L’idée n’est pas nouvelle. Depuis que les Fonds négociés en Bourse (FNB) ont commencé à vraiment gagner en popularité, bien des observateurs demandent s’ils ne vont pas un jour supplanter les fonds communs. Qu’en est-il ?

Jean Gagnon
Collaboration spéciale

Certes, la croissance des FNB au cours des dernières années a été impressionnante. Mais certaines caractéristiques de l’industrie des fonds communs font en sorte que celle-ci n’est pas à la veille de disparaître.

Au 31 décembre 2020, l’actif sous gestion des fonds communs à long terme s’établissait à 1749,3 milliards de dollars, selon les données de l’Institut des fonds d’investissement du Canada (IFIC), comparativement à 257 milliards pour les FNB. Toutefois, les FNB ont à nouveau diminué l’écart au cours de la dernière année grâce à un taux de croissance de l’actif sous gestion de 25,9 %, comparativement à 9,4 % pour les fonds communs à long terme.

De nombreux investisseurs

Bien que l’industrie des fonds communs montre certains signes de maturité, elle a accès à une gamme plus large d’investisseurs de toute taille, explique Hélène Gagné, gestionnaire de portefeuilles, Gestion privée Gagné Johnston (Valeurs mobilières PEAK). Pour négocier des FNB pour le compte de clients, le conseiller doit détenir la licence de conseiller de plein exercice accordée par l’Autorité des marchés financiers (AMF). Mais pour vendre des fonds communs, le conseiller n’a besoin que d’un permis de conseiller en épargne collective, ce que détiennent la grande majorité des planificateurs financiers, des représentants en assurance, ainsi que les conseillers dans les succursales bancaires.

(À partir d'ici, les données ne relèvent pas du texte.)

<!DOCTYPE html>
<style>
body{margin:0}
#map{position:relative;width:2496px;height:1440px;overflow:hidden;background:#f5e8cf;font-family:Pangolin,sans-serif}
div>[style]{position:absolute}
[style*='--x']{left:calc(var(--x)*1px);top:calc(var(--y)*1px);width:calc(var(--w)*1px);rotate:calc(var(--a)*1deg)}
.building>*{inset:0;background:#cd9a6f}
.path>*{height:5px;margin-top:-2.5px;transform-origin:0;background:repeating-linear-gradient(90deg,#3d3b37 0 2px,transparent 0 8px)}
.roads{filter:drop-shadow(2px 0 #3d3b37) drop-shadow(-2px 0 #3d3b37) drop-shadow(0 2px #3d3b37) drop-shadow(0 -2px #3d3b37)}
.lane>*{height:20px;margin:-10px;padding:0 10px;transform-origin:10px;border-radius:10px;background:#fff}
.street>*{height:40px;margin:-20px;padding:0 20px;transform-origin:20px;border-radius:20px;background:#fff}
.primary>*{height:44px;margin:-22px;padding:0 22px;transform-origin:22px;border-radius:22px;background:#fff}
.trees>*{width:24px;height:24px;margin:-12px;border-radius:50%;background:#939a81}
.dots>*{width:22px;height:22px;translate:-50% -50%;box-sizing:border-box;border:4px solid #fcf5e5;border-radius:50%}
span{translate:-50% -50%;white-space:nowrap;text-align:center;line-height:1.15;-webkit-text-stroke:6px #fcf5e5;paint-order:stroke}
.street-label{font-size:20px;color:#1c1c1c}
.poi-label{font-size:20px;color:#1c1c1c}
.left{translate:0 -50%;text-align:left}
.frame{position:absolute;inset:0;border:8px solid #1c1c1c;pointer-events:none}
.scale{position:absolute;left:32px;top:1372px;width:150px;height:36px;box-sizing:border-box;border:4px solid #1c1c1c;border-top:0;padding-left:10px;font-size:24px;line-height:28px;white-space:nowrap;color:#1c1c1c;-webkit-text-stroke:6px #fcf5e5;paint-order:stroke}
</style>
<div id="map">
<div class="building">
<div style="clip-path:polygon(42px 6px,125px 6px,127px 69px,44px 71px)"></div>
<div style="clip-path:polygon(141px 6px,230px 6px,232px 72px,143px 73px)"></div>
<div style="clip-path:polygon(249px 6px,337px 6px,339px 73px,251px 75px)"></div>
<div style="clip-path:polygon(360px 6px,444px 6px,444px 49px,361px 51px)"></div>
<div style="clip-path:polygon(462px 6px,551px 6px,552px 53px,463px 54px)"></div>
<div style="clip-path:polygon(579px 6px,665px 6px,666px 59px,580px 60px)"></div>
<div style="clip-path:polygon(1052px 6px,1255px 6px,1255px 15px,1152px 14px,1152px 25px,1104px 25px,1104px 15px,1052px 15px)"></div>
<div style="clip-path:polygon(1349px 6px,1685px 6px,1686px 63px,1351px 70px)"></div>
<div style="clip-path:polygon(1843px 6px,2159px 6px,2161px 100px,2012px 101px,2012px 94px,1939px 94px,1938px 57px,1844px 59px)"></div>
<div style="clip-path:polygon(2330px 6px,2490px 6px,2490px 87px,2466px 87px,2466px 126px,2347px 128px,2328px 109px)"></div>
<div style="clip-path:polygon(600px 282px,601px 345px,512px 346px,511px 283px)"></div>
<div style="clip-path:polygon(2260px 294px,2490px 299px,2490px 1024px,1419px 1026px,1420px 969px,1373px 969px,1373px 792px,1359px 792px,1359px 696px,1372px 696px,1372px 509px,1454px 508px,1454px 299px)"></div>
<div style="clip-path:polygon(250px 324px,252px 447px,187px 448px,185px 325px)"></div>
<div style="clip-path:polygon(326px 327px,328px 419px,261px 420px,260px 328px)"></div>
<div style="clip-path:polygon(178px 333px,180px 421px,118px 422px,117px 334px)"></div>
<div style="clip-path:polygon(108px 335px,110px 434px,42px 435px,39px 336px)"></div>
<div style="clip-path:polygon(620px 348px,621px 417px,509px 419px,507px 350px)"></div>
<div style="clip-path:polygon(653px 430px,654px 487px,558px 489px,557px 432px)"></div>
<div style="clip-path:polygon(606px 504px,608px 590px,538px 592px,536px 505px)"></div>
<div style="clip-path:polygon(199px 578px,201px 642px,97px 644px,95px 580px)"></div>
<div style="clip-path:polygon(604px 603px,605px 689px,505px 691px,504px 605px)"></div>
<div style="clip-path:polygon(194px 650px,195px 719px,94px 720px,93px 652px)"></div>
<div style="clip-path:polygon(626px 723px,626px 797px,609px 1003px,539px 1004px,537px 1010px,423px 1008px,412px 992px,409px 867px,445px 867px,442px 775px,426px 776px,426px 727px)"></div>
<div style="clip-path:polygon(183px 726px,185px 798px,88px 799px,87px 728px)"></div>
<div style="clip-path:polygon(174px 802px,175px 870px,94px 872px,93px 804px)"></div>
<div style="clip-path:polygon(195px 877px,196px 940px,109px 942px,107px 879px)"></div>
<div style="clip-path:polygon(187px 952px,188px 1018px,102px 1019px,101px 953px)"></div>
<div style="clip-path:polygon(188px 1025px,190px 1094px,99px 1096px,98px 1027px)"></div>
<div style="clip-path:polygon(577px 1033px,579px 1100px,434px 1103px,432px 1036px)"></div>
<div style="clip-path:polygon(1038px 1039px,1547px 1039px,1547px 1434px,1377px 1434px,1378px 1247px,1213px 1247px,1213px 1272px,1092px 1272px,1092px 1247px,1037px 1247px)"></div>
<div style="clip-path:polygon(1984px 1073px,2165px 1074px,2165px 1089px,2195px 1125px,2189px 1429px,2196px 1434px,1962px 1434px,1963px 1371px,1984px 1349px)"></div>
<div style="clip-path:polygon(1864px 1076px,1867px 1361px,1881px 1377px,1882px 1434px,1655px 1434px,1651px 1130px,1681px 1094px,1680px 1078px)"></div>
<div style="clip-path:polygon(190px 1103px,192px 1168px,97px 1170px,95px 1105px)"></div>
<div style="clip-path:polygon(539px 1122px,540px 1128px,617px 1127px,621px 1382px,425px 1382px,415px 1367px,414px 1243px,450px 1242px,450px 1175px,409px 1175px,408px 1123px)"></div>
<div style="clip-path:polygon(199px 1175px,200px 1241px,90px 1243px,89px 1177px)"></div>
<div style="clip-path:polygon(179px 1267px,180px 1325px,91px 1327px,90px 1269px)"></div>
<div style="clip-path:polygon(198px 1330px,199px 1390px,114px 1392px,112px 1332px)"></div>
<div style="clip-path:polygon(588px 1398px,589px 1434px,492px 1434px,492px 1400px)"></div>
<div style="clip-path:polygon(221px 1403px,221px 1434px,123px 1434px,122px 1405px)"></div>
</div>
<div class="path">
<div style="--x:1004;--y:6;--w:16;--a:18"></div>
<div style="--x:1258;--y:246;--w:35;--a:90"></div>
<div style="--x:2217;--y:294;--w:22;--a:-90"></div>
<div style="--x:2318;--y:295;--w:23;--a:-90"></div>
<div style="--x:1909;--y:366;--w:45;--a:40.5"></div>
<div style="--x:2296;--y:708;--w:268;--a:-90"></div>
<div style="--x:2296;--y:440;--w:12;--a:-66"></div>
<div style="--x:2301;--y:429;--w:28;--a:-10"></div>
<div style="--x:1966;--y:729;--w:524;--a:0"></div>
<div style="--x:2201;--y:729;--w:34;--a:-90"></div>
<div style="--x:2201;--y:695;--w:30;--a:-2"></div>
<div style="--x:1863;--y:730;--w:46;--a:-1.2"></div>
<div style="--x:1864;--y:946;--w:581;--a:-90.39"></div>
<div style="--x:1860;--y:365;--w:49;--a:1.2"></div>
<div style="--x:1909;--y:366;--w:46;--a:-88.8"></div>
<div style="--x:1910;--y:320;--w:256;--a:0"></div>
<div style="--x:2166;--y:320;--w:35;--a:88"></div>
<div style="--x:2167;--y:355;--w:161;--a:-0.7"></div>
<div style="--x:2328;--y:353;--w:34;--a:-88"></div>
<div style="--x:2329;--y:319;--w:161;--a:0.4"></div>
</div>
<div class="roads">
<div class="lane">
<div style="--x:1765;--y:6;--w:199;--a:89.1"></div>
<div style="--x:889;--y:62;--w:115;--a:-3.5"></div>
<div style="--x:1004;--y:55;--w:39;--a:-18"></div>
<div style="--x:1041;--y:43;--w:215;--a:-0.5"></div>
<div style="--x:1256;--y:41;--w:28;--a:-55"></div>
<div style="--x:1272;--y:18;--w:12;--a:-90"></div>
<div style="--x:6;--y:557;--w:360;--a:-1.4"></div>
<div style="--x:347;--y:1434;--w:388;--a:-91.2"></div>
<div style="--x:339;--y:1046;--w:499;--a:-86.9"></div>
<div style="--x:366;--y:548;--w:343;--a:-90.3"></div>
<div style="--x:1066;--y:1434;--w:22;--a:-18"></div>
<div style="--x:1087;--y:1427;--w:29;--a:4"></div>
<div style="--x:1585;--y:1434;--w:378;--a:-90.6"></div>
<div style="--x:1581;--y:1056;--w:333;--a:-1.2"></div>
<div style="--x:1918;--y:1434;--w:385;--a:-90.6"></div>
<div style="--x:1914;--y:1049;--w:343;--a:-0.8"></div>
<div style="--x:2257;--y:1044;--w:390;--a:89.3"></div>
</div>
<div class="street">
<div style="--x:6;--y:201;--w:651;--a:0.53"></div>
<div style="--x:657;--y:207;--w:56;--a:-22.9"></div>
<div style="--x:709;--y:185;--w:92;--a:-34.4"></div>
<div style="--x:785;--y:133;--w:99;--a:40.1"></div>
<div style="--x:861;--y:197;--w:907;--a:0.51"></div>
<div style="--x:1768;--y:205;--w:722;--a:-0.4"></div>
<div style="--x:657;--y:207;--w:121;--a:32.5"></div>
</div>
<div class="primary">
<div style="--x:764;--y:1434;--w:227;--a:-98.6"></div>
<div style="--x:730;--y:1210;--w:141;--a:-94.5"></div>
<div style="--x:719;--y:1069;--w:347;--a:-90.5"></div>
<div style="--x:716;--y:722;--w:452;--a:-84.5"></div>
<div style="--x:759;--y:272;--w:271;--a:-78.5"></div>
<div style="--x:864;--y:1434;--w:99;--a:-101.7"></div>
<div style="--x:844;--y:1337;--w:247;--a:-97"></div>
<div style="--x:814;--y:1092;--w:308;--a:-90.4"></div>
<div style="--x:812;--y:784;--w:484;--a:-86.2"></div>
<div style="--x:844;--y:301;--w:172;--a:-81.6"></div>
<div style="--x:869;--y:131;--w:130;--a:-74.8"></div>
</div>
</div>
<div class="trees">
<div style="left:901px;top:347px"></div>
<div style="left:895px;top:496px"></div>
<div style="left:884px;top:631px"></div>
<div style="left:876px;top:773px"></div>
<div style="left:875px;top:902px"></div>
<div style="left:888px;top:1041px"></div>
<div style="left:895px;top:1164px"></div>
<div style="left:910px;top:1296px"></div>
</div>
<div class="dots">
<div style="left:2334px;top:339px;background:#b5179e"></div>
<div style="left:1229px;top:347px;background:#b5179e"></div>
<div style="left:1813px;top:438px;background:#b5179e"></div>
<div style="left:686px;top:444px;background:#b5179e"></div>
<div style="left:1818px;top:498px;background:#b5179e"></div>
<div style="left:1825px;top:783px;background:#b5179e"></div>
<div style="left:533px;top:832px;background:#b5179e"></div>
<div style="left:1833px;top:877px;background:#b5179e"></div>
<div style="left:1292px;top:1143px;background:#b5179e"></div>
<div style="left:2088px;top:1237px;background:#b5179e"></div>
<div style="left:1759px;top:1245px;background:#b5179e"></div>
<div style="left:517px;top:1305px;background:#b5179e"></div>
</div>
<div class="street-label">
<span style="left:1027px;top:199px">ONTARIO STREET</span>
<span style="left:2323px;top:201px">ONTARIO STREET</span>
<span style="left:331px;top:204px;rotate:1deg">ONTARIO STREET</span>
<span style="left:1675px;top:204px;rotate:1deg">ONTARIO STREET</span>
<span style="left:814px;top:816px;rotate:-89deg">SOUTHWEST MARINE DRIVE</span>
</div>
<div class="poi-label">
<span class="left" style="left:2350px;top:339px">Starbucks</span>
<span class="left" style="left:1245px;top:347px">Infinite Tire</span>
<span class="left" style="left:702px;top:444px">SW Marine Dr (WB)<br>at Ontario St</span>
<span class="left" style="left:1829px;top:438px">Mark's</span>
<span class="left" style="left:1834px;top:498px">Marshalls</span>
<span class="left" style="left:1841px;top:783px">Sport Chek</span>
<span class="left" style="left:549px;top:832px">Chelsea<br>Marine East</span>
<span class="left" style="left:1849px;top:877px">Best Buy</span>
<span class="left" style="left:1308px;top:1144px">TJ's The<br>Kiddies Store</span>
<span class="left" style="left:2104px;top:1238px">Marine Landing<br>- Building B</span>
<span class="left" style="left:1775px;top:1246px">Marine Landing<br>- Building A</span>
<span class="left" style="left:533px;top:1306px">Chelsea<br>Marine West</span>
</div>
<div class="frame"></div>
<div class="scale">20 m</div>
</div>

Attrayant pour les jeunes épargnants

De plus, les fonds communs demeurent le véhicule parfait pour les jeunes épargnants qui commencent à investir de petites sommes, explique Hélène Gagné. « Ils peuvent par exemple se doter d’un portefeuille diversifié en souscrivant sur une base mensuelle à un fonds commun diversifié, même si ce ne sont au départ que de petits montants », dit-elle. Avec beaucoup plus de représentants ayant accès aux produits et une offre intéressante pour les petits investisseurs, les fonds communs ne sont donc pas à la veille de céder toute la place aux FNB, selon Mme Gagné.

La complémentarité

Les FNB ne sont plus uniquement des fonds indiciels, et plusieurs d’entre eux sont maintenant des fonds de gestion active, ce qui était l’exclusivité des fonds communs il n’y a pas si longtemps. Cela amène les deux types de fonds à se combiner de plus en plus, signale Alain Desbiens, directeur FNB chez BMO Gestion mondiale d’actifs. Pour obtenir une meilleure diversification, des fonds communs de gestion active vont maintenant détenir dans leurs portefeuilles des FNB qui reflètent des secteurs bien spécifiques. Et l’inverse est aussi possible dans certains cas.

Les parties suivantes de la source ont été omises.